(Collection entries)
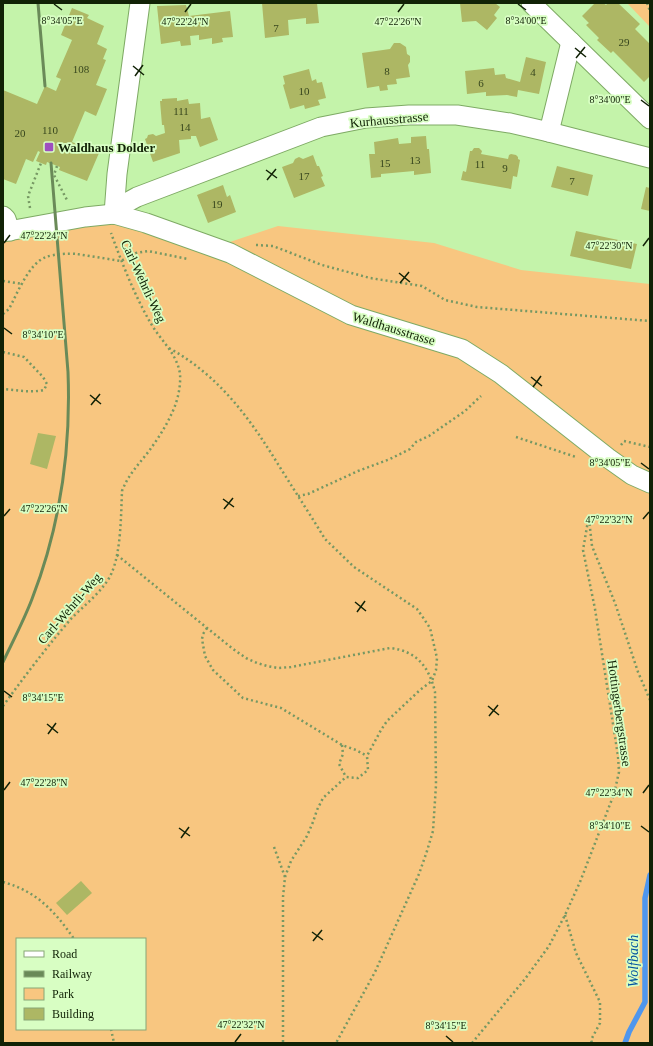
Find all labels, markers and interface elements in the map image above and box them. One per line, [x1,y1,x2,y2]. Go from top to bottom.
text: 8°34'05"E [42,15,83,26]
text: 8°34'00"E [506,15,547,26]
text: 47°22'24"N [161,16,209,27]
text: 47°22'26"N [374,16,422,27]
house number: 7 [273,22,279,34]
house number: 29 [619,36,630,48]
house number: 108 [73,63,90,75]
house number: 8 [384,65,390,77]
house number: 4 [530,66,536,78]
house number: 6 [478,77,484,89]
house number: 10 [299,85,310,97]
text: 8°34'00"E [590,94,631,105]
house number: 111 [173,105,189,117]
street label: Kurhausstrasse [349,109,429,130]
house number: 14 [180,121,191,133]
house number: 110 [42,124,59,136]
house number: 20 [15,127,26,139]
place label: Waldhaus Dolder [58,140,155,155]
marker: Waldhaus Dolder [43,141,55,153]
house number: 13 [410,154,421,166]
house number: 15 [380,157,391,169]
house number: 11 [475,158,485,170]
house number: 9 [502,162,508,174]
house number: 17 [299,170,310,182]
house number: 7 [569,175,575,187]
house number: 19 [212,198,223,210]
text: 47°22'24"N [20,230,68,241]
street label: Carl-Wehrli-Weg [118,237,169,325]
text: 47°22'30"N [585,240,633,251]
street label: Waldhausstrasse [351,309,437,348]
text: 8°34'10"E [23,329,64,340]
text: 8°34'05"E [590,457,631,468]
text: 47°22'26"N [20,503,68,514]
text: 47°22'32"N [585,514,633,525]
street label: Carl-Wehrli-Weg [34,569,105,647]
street label: Hottingerbergstrasse [605,659,634,767]
text: 8°34'15"E [23,692,64,703]
text: 47°22'28"N [20,777,68,788]
text: 47°22'34"N [585,787,633,798]
text: 8°34'10"E [590,820,631,831]
water label: Wolfbach [626,935,641,987]
legend [16,938,146,1030]
text: Road [52,947,77,961]
text: Railway [52,967,92,981]
text: Park [52,987,74,1001]
text: Building [52,1007,94,1021]
text: 47°22'32"N [217,1019,265,1030]
text: 8°34'15"E [426,1020,467,1031]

Your task: Set down the entries shown above once more, exactly as they read, but without pictures.

Your solution:
Find all labels, markers and interface elements in the map image above and box them. One per line, [x1,y1,x2,y2]. Go from top to bottom.
text: 8°34'05"E [42,15,83,26]
text: 8°34'00"E [506,15,547,26]
text: 47°22'24"N [161,16,209,27]
text: 47°22'26"N [374,16,422,27]
house number: 7 [273,22,279,34]
house number: 29 [619,36,630,48]
house number: 108 [73,63,90,75]
house number: 8 [384,65,390,77]
house number: 4 [530,66,536,78]
house number: 6 [478,77,484,89]
house number: 10 [299,85,310,97]
text: 8°34'00"E [590,94,631,105]
house number: 111 [173,105,189,117]
street label: Kurhausstrasse [349,109,429,130]
house number: 14 [180,121,191,133]
house number: 110 [42,124,59,136]
house number: 20 [15,127,26,139]
place label: Waldhaus Dolder [58,140,155,155]
marker: Waldhaus Dolder [43,141,55,153]
house number: 13 [410,154,421,166]
house number: 15 [380,157,391,169]
house number: 11 [475,158,485,170]
house number: 9 [502,162,508,174]
house number: 17 [299,170,310,182]
house number: 7 [569,175,575,187]
house number: 19 [212,198,223,210]
text: 47°22'24"N [20,230,68,241]
street label: Carl-Wehrli-Weg [118,237,169,325]
text: 47°22'30"N [585,240,633,251]
street label: Waldhausstrasse [351,309,437,348]
text: 8°34'10"E [23,329,64,340]
text: 8°34'05"E [590,457,631,468]
text: 47°22'26"N [20,503,68,514]
text: 47°22'32"N [585,514,633,525]
street label: Carl-Wehrli-Weg [34,569,105,647]
street label: Hottingerbergstrasse [605,659,634,767]
text: 8°34'15"E [23,692,64,703]
text: 47°22'28"N [20,777,68,788]
text: 47°22'34"N [585,787,633,798]
text: 8°34'10"E [590,820,631,831]
water label: Wolfbach [626,935,641,987]
legend [16,938,146,1030]
text: Road [52,947,77,961]
text: Railway [52,967,92,981]
text: Park [52,987,74,1001]
text: Building [52,1007,94,1021]
text: 47°22'32"N [217,1019,265,1030]
text: 8°34'15"E [426,1020,467,1031]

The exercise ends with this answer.